Viewed from an Aware Parenting perspective, an experience of this kind can be welcomed. Why? All babies and children need to express their feelings, ranging from confusion, hurt, disappointment and frustration.
But many of us well-meaning mothers want our children to feel comfortable, so we may feed our babies when they are upset rather than hungry, distract our toddlers when they are having a healing tantrum, and pacify our children when they are needing to cry.
When this happens regularly, babies and children learn to repress their feelings when they are with their mums.
This is where dad comes in. Many times I have heard a dad say, “the baby cries as soon as I hold her,” or, “only her mum can settle the baby.”
But through the Aware Parenting lens, this observation can reframed. As long as the baby is attached to her dad through regular loving connection with him, and all her present needs are met, she is probably feeling safe enough to express her backlog of feelings. As he holds her in his arms, she can cry and heal from the daily stress and over-stimulation that all babies experience, despite the most attuned parenting.
Once she has healed from that portion of feelings, she will regain a sense of calm. She will look deeply into his eyes or will fall into a peaceful sleep, her body freed from stress hormones and tension.
Similarly, a child may be crying for her mum, for example when her dad is putting her to bed. But if dad is not authoritarian, and the child’s here-and-now needs have been met, it is likely that his child is using the opportunity of one-on-one time with him to heal from a past hurt.
Perhaps she is reminded of the times mum was busy with something else or was helping a sibling.
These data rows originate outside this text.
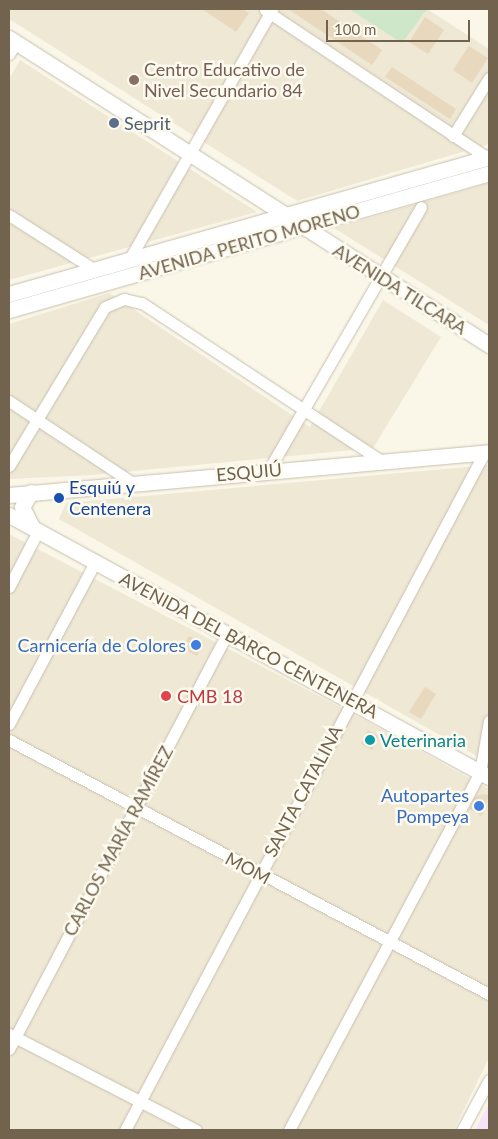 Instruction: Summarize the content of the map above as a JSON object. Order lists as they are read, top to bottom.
{
  "streets": {
    "main road": [
      "AVENIDA PERITO MORENO",
      "AVENIDA TILCARA",
      "ESQUIÚ",
      "AVENIDA DEL BARCO CENTENERA"
    ],
    "street": ["SANTA CATALINA", "CARLOS MARÍA RAMÍREZ", "MOM"]
  },
  "crossings": [
    ["AVENIDA PERITO MORENO", "AVENIDA TILCARA"],
    ["ESQUIÚ", "SANTA CATALINA"],
    ["AVENIDA DEL BARCO CENTENERA", "SANTA CATALINA"],
    ["AVENIDA DEL BARCO CENTENERA", "CARLOS MARÍA RAMÍREZ"],
    ["SANTA CATALINA", "MOM"],
    ["CARLOS MARÍA RAMÍREZ", "MOM"]
  ],
  "places": [
    "Centro Educativo de Nivel Secundario 84",
    "Seprit",
    "Esquiú y Centenera",
    "Carnicería de Colores",
    "CMB 18",
    "Veterinaria",
    "Autopartes Pompeya"
  ],
  "scale_bar": "100 m"
}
As she calls out, “mummy, mummy”, she can express all the feelings of grief, disappointment and hurt that she has been holding inside.
The tears may be accompanied by sweating and vigorous movement, or with words such as, “I don’t want you, I want mummy.” If dad can find compassion, and not take the crying and words personally, the child can let out all the feelings in a safe space.
When she has finished healing from this chunk of hurt, she will cuddle her dad and tell him how much she loves him. In this way, a dad can welcome his child’s feelings, knowing that his presence is giving her the gifts of acceptance, healing, and intimacy.